Wypadek miał miejsce w pokładzie 407/1 na poziomie 660 metrów w dawnej zabrzańskiej kopalni Makoszowy. Z wstępnych ustaleń nadzoru górniczego wynika, że do przysypania pracownika rumoszem skalnym doszło podczas robót eksploatacyjnych wykonywanych w ścianie wydobywczej.

Opad skał stropowych nastąpił w piątek po godz. 21. Do akcji ruszyły najpierw dwa zastępy ratowników kopalnianych, potem dołączyły do nich dwa zastępy z Okręgowej Stacji Ratownictwa Górniczego w Zabrzu i dwa z Centralnej Stacji Ratownictwa Górniczego w Bytomiu.

Przysypany górnik był cały czas przytomny - ratownicy, usuwający kawałki skał i jednocześnie zabezpieczający strop, z którego odpadły, utrzymywali z nim kontakt wzrokowy i głosowy. 31-latek został uwolniony i przetransportowany na powierzchnię przed godz. 3.

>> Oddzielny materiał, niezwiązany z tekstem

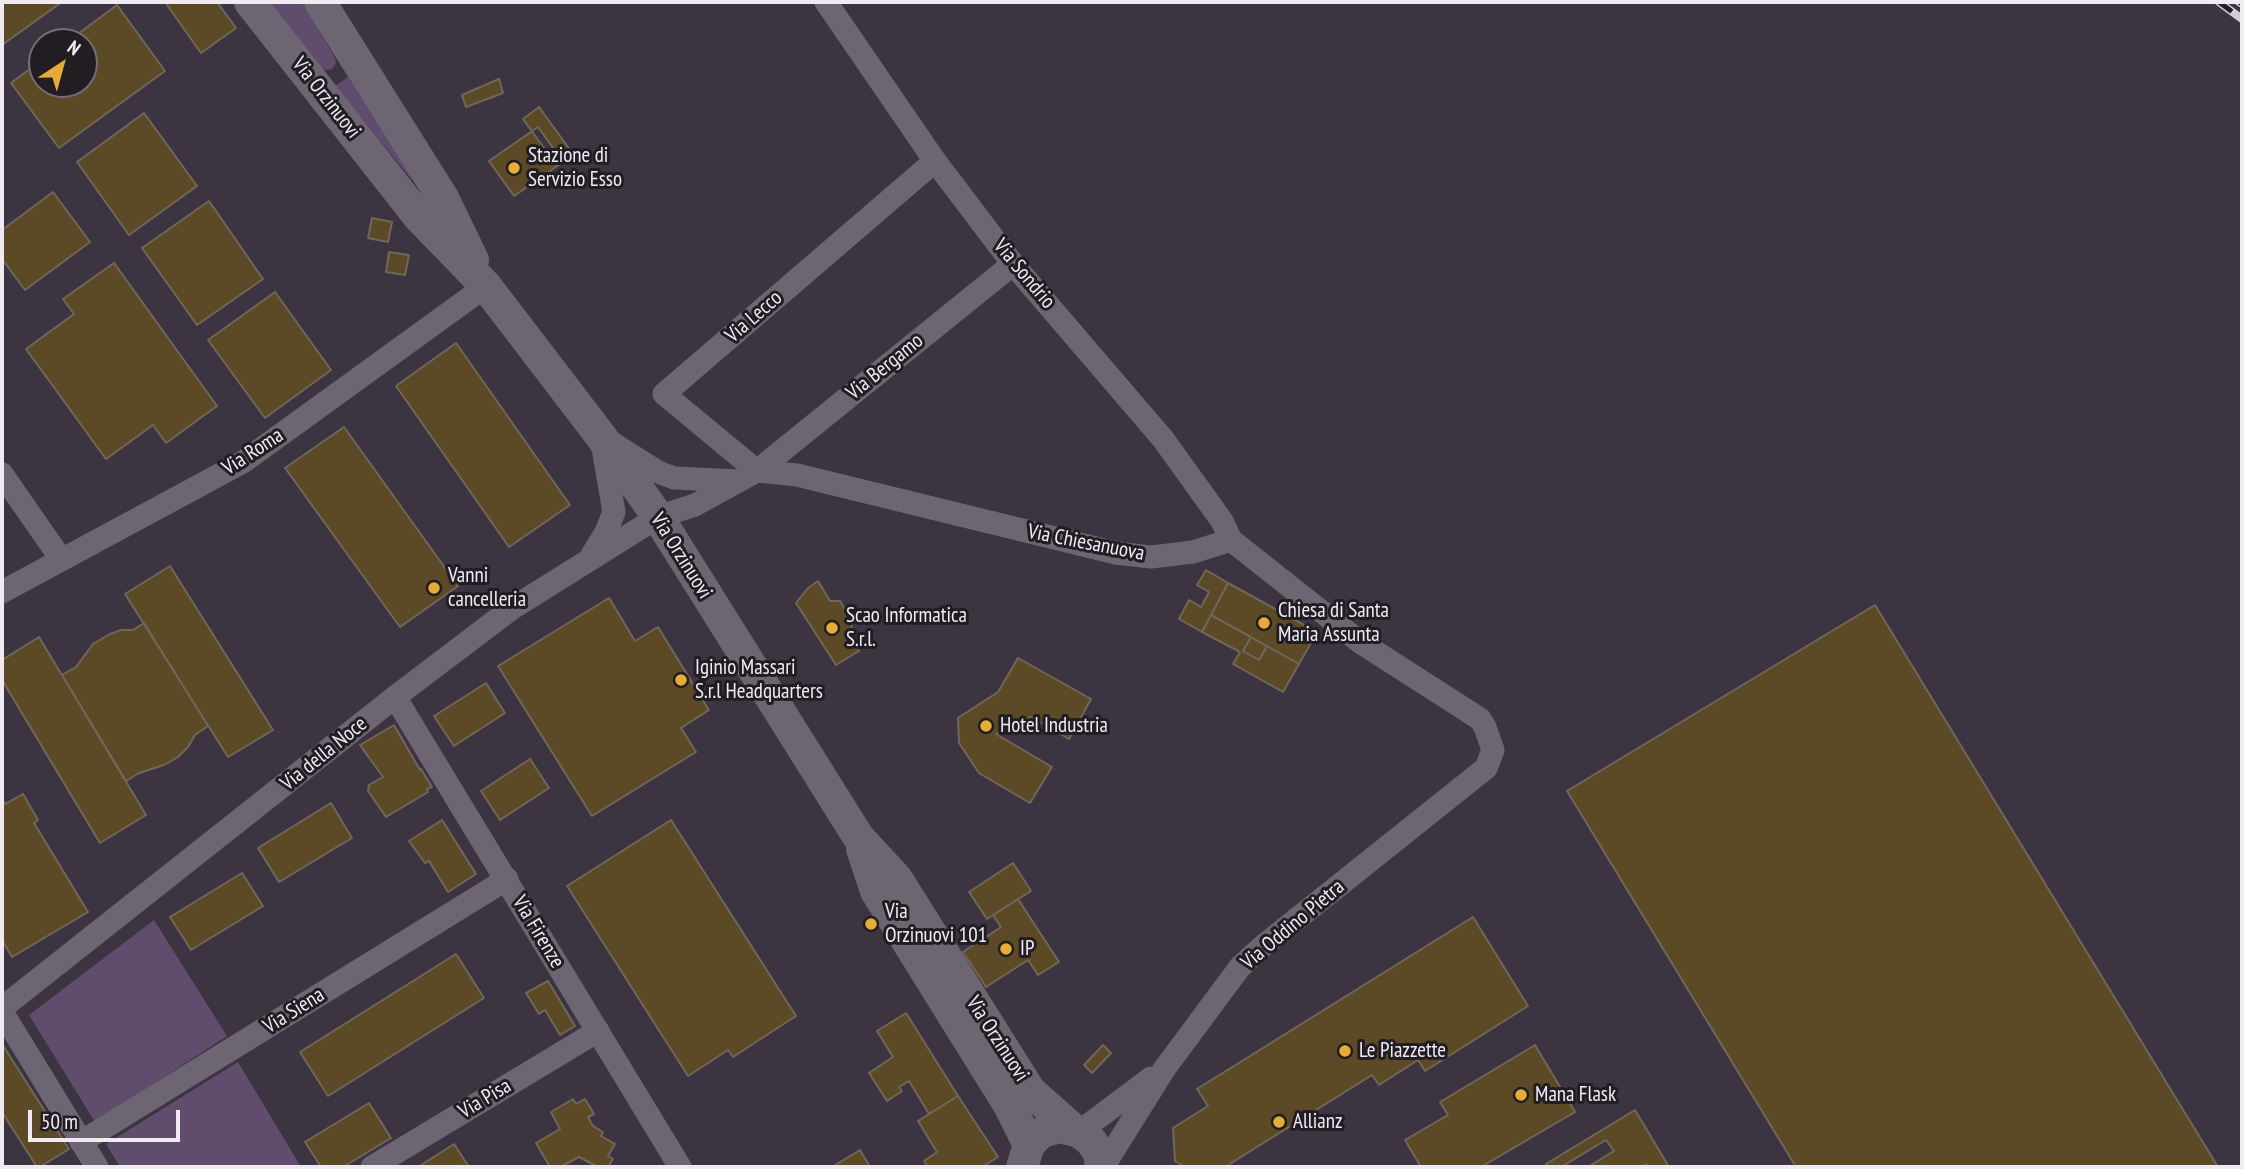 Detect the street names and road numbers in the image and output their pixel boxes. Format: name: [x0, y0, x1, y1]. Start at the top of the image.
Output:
street label: Via Orzinuovi: [286, 52, 366, 144]
street label: Via Sondrio: [988, 234, 1060, 314]
street label: Via Lecco: [721, 286, 787, 348]
street label: Via Bergamo: [841, 328, 929, 406]
street label: Via Roma: [218, 423, 288, 481]
street label: Via Orzinuovi: [645, 508, 717, 604]
street label: Via Chiesanuova: [1025, 519, 1147, 567]
street label: Via della Noce: [276, 712, 372, 796]
street label: Via Oddino Pietra: [1236, 875, 1350, 975]
street label: Via Firenze: [507, 891, 569, 973]
street label: Via Siena: [259, 983, 329, 1039]
street label: Via Orzinuovi: [960, 992, 1034, 1086]
street label: Via Pisa: [454, 1074, 516, 1124] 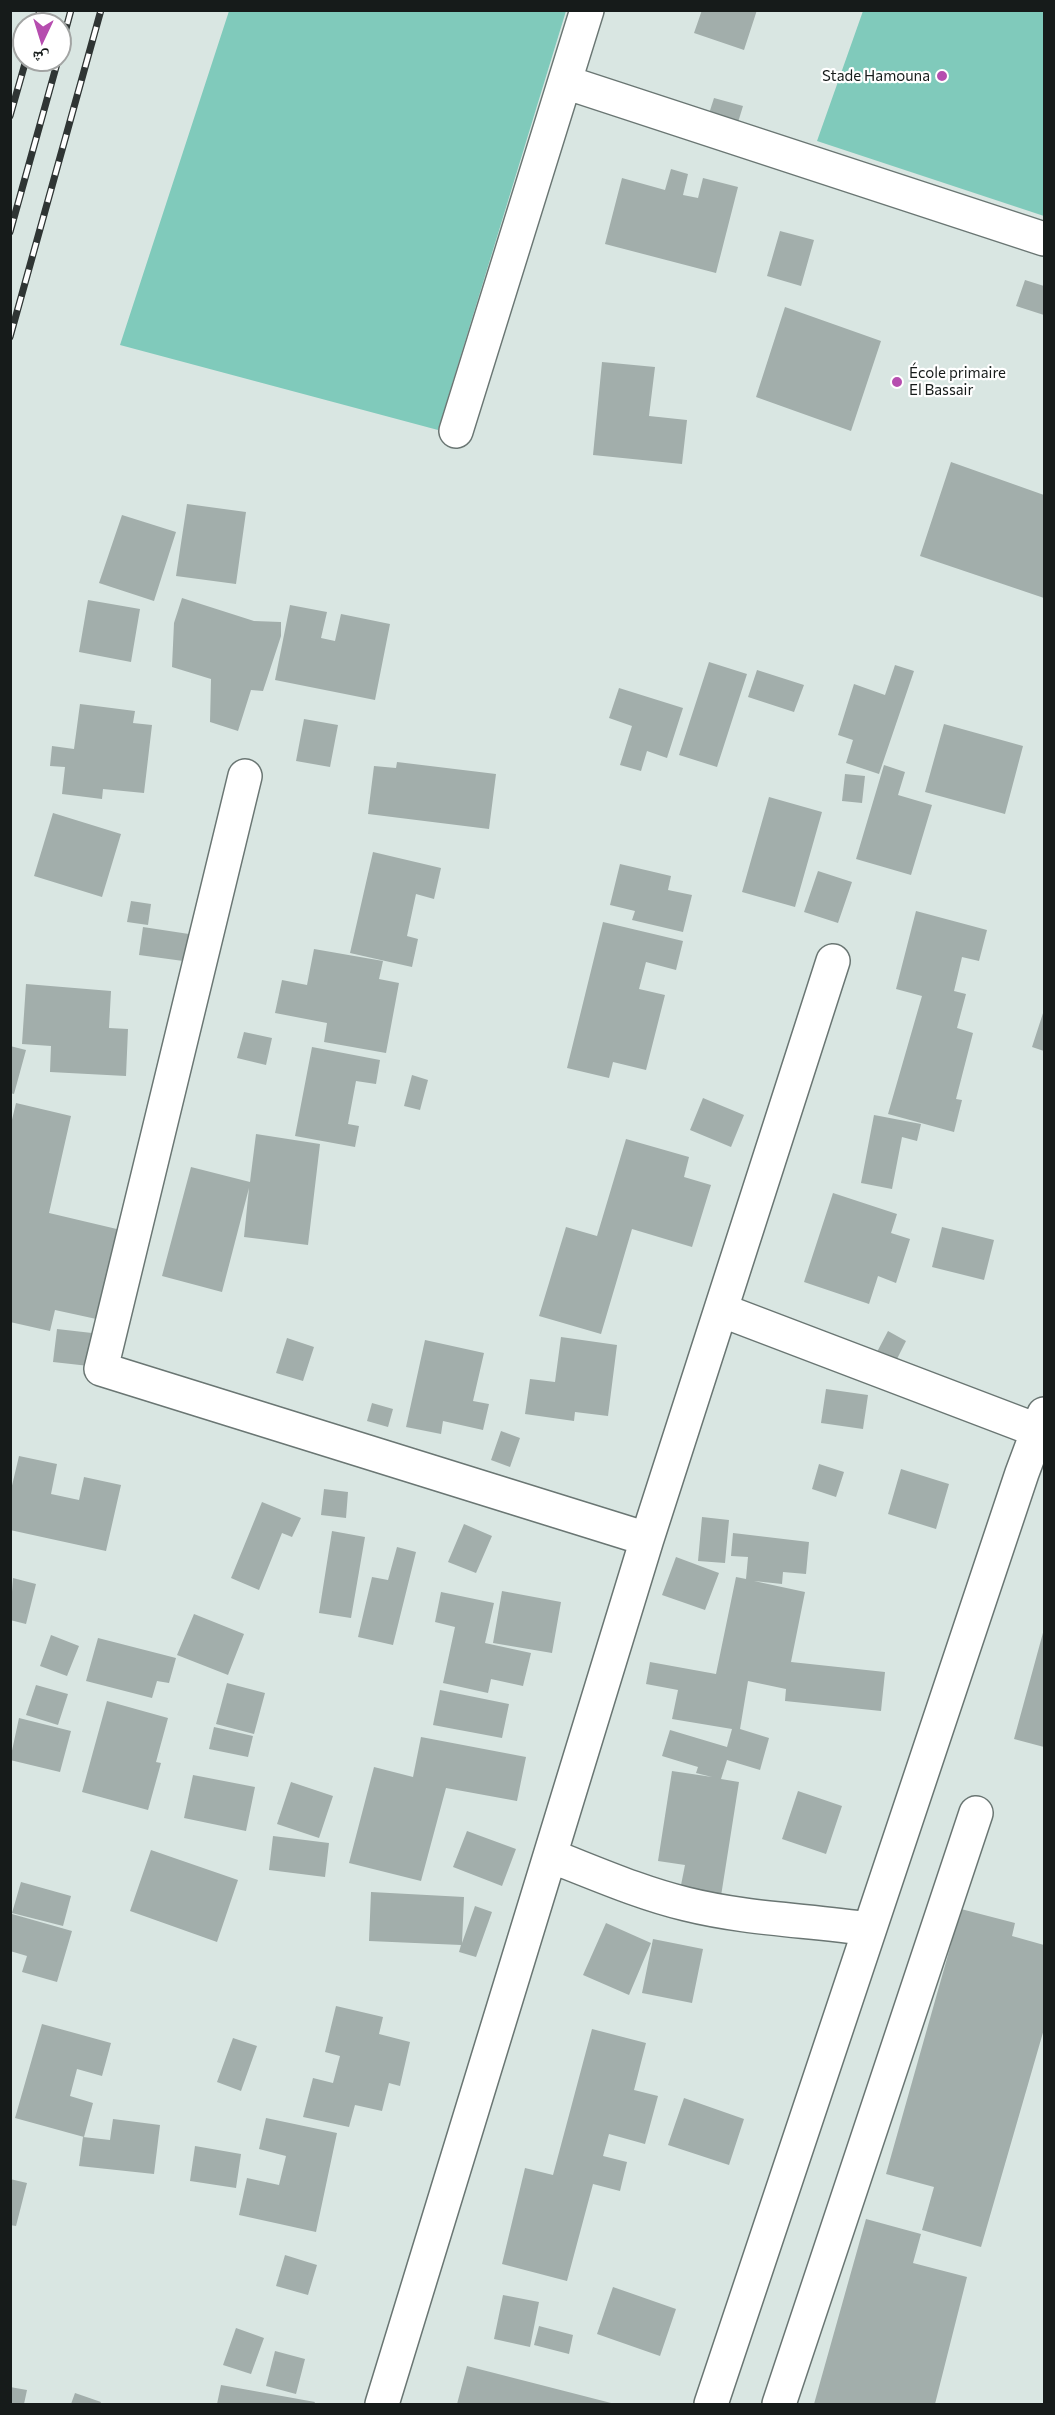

Do poprzedniego poważnego wypadku w należącej do Kompanii Węglowej kopalni Sośnica-Makoszowy doszło w styczniu tego roku. Podczas przeciągania zerwanej taśmy przenośnika taśmowego na poziomie 660 m element urządzenia zmiażdżył stopę pracownika firmy zewnętrznej.

Ostatni śmiertelny wypadek w tym zakładzie miał miejsce w październiku ub. roku. 43-letni górnik zginął również na poziomie 660 metrów - wskutek uderzenia częścią obudowy podczas likwidacji wnęki wyrobiska.

W tym roku w polskim górnictwie zginęło 19 górników, w tym 13 w kopalniach węgla kamiennego. Odnotowano też 31 wypadków ciężkich, w tym w górnictwie węgla kamiennego - 19. Łączna liczba odnotowanych przez WUG do końca października wszystkich wypadków to 2793 - w tym 2182 w kopalniach węgla kamiennego.